In Pakistan, tea is popular all over the country and has become integral part of local culture. It is one of the most consumed beverages in Pakistani cuisine. The local name for tea in Urdu language is ‘Chai’.
The green tea known as ‘Qahwa’ has been an ancient tradition in Pakistan for thousands of years, however black tea was originally introduced and popularized during the colonial British era in South Asia.

Tea is usually consumed at breakfast, during lunch breaks at the workplace, and in the evening at home. Evening tea may be consumed with biscuits or cake, depending on the amount of time one has. Guests are typically offered a choice between tea and soft drinks. It is common practice for homeowners to offer tea breaks to hired labor, and sometimes even provide them with tea during the breaks. Tea offered to labor is typically strong. High teas are common at hotels and restaurants, and are usually buffet-style meals with light snacks.
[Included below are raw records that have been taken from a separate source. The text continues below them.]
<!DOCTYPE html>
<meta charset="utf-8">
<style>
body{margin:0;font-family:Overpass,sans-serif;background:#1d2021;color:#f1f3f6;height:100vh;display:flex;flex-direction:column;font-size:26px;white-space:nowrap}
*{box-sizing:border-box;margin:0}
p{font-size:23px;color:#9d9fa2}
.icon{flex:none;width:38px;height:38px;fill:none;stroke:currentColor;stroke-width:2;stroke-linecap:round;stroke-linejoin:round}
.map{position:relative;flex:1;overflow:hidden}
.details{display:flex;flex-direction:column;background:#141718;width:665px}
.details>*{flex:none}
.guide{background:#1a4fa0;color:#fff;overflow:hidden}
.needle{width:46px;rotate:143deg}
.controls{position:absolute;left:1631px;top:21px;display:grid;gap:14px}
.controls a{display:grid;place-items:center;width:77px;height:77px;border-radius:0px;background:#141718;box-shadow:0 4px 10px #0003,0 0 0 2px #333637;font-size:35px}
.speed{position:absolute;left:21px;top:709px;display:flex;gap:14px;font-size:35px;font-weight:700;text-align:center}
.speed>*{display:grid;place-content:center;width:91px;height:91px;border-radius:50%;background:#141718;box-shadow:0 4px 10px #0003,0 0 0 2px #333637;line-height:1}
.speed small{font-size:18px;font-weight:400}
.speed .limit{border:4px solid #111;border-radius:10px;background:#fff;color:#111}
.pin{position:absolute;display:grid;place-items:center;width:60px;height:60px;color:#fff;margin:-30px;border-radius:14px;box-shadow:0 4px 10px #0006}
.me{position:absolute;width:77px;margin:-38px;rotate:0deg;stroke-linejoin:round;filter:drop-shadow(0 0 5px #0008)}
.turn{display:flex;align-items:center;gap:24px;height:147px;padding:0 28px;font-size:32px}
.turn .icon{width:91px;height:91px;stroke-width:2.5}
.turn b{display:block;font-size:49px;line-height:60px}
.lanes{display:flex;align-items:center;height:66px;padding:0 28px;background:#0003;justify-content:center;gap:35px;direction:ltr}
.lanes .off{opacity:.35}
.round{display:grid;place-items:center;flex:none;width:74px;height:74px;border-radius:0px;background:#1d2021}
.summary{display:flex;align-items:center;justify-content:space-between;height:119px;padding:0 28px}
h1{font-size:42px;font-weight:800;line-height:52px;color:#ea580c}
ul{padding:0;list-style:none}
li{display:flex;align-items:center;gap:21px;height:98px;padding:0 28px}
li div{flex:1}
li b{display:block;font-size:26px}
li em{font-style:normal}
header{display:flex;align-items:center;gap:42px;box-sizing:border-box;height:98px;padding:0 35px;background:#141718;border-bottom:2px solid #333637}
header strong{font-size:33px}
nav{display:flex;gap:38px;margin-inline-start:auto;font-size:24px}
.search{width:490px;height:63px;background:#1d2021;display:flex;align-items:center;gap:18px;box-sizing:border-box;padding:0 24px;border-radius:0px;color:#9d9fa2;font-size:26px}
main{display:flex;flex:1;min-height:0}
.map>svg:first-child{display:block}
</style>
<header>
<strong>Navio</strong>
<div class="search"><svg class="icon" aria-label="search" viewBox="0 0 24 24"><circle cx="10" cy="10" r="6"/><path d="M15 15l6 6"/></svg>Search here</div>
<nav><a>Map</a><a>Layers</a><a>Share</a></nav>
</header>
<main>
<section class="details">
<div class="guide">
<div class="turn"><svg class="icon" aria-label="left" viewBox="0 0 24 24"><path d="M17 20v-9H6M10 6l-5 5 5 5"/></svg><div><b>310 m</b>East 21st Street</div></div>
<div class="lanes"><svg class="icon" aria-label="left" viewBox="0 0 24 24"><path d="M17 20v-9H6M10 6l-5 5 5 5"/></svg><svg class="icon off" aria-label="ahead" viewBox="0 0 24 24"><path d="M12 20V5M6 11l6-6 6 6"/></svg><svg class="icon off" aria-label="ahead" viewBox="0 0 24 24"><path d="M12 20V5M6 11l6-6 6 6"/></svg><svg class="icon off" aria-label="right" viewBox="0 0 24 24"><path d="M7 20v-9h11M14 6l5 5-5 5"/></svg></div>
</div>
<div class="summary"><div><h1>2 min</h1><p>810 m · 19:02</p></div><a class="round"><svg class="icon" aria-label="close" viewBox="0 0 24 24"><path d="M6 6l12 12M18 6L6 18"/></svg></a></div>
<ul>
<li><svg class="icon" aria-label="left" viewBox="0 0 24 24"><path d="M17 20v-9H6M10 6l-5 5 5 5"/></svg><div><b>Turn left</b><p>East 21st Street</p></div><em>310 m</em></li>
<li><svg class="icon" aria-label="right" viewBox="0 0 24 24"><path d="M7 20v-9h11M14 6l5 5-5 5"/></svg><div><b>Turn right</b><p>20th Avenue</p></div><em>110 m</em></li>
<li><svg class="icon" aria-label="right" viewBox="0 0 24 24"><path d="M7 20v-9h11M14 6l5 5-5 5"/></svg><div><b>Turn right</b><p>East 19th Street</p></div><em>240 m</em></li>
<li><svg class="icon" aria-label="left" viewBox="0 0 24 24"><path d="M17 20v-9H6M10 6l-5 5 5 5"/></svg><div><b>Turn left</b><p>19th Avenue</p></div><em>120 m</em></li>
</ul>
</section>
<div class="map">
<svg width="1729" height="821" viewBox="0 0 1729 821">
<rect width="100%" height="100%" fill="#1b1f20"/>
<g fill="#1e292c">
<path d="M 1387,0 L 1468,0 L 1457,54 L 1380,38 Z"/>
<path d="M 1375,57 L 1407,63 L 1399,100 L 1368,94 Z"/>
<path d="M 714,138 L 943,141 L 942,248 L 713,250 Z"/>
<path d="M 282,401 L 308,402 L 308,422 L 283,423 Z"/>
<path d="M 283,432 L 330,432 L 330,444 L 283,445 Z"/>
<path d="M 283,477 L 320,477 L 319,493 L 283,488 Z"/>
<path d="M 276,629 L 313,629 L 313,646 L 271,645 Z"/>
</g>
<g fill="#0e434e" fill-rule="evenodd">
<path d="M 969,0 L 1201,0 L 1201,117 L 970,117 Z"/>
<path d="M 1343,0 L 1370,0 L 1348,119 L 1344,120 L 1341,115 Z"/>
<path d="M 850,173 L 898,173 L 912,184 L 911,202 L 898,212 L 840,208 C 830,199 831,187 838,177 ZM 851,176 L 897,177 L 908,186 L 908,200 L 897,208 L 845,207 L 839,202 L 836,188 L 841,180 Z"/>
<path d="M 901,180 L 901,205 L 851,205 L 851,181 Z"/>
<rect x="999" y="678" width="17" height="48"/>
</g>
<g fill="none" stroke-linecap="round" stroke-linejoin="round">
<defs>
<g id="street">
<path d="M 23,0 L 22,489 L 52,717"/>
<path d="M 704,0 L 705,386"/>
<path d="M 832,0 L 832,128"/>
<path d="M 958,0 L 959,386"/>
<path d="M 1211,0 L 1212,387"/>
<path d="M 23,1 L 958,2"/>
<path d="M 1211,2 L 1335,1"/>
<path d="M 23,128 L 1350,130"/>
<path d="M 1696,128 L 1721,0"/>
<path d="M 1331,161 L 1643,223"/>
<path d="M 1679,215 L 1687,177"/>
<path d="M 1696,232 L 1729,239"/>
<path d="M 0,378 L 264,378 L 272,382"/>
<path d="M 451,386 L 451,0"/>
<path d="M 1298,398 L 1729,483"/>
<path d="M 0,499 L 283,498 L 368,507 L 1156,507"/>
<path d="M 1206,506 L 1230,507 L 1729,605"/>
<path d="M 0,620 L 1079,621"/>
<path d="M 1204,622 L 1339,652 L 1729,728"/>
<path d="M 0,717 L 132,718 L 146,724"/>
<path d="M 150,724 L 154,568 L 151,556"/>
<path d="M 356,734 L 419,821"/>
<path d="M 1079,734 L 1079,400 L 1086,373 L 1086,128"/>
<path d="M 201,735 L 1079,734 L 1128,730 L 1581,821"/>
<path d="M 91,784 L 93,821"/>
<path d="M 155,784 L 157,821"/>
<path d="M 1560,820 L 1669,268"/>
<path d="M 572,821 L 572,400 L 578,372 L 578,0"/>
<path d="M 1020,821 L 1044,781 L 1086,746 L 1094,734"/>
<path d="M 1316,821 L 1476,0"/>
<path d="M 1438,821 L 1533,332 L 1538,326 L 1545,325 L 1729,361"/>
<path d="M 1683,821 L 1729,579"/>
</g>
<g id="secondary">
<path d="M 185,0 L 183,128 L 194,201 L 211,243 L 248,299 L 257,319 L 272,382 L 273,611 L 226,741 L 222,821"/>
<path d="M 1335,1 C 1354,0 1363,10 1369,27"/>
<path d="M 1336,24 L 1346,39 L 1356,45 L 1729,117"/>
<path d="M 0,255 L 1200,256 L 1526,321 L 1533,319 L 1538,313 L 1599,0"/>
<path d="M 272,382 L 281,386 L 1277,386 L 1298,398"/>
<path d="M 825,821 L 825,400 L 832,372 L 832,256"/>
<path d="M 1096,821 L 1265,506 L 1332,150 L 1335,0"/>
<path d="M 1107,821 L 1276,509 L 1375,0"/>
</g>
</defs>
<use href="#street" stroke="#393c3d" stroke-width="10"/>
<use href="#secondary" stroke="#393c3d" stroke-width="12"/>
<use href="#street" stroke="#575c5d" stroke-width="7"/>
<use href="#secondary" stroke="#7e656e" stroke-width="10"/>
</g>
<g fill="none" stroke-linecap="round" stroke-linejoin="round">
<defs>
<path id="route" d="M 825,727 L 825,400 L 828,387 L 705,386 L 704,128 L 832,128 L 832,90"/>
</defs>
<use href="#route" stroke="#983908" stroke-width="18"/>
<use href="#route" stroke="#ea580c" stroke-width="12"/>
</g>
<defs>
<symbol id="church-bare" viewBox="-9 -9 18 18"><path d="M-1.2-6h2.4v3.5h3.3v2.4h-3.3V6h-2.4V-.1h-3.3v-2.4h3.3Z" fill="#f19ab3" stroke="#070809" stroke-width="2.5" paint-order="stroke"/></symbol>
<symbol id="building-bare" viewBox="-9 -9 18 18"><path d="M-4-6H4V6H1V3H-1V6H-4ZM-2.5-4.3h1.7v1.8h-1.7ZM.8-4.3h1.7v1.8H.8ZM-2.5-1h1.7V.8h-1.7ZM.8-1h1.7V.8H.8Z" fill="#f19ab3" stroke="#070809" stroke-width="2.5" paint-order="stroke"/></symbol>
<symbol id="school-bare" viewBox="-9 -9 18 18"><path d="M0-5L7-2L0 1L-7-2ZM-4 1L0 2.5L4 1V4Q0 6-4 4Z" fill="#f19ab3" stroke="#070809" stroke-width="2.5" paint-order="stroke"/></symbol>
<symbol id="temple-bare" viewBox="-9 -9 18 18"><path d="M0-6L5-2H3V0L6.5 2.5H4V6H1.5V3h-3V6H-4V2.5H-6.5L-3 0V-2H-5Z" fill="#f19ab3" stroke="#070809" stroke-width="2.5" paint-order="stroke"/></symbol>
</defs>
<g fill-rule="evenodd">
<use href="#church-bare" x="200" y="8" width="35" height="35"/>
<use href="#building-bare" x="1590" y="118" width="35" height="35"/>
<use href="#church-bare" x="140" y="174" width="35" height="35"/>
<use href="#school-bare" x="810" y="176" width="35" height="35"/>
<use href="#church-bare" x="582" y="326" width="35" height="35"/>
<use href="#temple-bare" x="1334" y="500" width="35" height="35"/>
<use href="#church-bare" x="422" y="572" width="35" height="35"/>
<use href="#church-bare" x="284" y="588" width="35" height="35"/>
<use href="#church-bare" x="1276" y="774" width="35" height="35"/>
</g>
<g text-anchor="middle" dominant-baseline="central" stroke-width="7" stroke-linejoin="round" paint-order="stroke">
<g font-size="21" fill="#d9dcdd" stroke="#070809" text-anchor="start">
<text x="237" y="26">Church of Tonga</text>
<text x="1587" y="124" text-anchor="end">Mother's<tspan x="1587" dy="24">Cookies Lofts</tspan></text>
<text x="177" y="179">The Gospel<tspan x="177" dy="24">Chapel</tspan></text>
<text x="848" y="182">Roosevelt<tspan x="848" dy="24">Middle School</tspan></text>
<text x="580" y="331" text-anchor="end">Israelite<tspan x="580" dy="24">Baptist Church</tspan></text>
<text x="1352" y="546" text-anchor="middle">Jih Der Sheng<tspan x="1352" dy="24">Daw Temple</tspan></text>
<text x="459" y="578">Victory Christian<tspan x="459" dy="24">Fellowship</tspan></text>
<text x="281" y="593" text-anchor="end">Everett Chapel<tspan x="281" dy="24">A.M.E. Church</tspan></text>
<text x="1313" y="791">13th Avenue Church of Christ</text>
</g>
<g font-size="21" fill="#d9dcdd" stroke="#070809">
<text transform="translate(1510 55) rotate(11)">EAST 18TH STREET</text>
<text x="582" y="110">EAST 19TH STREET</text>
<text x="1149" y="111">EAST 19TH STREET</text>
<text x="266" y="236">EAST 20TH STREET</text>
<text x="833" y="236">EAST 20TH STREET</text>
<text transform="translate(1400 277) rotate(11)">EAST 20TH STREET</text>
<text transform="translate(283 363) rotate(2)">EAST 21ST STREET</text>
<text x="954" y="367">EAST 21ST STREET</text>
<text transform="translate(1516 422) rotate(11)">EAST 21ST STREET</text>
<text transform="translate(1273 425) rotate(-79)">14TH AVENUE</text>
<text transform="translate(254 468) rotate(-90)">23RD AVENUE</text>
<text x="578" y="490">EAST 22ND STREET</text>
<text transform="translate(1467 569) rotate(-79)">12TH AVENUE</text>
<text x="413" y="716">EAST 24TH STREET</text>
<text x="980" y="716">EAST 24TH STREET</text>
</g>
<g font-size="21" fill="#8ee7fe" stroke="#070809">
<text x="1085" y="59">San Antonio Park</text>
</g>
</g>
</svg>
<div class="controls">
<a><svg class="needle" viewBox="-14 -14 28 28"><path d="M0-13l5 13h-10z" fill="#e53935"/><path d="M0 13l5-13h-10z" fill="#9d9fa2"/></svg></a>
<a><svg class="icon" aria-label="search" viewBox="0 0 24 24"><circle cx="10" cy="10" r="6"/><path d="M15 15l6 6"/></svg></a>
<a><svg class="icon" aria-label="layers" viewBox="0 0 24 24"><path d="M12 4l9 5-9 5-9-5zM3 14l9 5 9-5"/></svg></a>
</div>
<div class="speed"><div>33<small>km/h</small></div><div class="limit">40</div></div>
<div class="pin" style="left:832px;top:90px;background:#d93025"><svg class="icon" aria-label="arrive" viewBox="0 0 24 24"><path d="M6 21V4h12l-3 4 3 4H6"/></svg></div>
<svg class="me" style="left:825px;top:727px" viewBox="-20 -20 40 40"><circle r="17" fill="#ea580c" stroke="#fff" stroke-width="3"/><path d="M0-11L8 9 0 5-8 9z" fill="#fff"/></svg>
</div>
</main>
Tea making techniques vary from home to home, and person to person, but tea is typically made from loose tea leaves and steeped for a couple of minutes before serving. 

The tea bags are used often in offices but since the people of Pakistan are fond of having tea boiled thoroughly with fresh milk, thousands of teashops could be found across the country near offices, residential areas, commercial centers and roadsides, providing opportunities of self-employment and jobs to a large number of people.

Powder milk is not used at such teashops and the fresh milk is bought from nearby villages at highways and milk suppliers in the cities and towns.